══ Records supplied
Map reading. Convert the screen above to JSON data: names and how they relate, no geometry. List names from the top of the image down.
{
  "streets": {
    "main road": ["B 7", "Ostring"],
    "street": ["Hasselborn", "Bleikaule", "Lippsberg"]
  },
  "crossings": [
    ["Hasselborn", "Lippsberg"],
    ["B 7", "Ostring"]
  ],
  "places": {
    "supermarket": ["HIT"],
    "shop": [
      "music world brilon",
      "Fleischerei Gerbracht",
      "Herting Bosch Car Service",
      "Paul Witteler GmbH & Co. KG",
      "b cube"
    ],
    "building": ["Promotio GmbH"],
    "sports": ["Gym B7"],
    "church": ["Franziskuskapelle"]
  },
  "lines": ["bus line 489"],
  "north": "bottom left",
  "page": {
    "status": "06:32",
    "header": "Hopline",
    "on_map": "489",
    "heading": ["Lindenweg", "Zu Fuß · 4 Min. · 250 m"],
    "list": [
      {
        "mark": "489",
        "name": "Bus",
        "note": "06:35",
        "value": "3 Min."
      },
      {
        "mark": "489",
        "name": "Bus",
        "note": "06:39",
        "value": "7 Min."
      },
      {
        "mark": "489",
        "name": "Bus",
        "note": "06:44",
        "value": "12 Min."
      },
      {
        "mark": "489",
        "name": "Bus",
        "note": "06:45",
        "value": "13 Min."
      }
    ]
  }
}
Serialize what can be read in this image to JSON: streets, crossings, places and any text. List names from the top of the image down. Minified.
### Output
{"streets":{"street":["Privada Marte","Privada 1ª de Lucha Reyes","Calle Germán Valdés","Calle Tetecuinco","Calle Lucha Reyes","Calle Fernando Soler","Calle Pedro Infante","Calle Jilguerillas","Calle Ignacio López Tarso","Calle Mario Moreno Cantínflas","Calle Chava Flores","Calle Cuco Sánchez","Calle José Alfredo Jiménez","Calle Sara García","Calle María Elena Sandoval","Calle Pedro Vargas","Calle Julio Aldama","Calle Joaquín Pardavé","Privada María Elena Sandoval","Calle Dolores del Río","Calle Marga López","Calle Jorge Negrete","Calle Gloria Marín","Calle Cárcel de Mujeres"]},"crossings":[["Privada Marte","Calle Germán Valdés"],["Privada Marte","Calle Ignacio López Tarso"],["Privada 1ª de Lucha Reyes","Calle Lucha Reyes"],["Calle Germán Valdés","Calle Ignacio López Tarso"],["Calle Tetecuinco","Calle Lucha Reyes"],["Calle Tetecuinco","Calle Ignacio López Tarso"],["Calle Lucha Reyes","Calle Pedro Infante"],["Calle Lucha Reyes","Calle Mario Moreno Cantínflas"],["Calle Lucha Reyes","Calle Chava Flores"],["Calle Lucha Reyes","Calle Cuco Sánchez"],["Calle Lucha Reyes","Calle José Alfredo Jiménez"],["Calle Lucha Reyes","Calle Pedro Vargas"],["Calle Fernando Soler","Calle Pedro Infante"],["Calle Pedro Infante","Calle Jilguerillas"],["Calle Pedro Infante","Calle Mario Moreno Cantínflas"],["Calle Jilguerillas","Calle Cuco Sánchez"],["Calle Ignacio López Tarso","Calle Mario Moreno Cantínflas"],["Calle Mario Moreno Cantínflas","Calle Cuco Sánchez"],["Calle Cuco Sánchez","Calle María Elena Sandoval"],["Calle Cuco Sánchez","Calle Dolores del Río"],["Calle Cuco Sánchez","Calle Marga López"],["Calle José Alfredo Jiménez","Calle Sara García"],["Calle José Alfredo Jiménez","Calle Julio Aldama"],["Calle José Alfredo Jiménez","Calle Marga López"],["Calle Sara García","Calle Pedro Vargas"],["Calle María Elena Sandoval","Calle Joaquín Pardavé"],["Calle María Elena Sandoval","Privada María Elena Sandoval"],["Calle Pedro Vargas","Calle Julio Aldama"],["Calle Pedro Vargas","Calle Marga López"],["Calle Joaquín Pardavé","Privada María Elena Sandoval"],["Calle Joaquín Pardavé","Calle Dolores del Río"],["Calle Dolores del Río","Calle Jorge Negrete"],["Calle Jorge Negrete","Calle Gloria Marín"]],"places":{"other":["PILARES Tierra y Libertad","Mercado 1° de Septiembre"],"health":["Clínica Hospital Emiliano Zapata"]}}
════
→ **The task**
Wherever the string "from" appears in the entries above, return the line it appears on.

→ **Task response**
Map reading. Convert the screen above to JSON data: names and how they relate, no geometry. List names from the top of the image down.
Serialize what can be read in this image to JSON: streets, crossings, places and any text. List names from the top of the image down. Minified.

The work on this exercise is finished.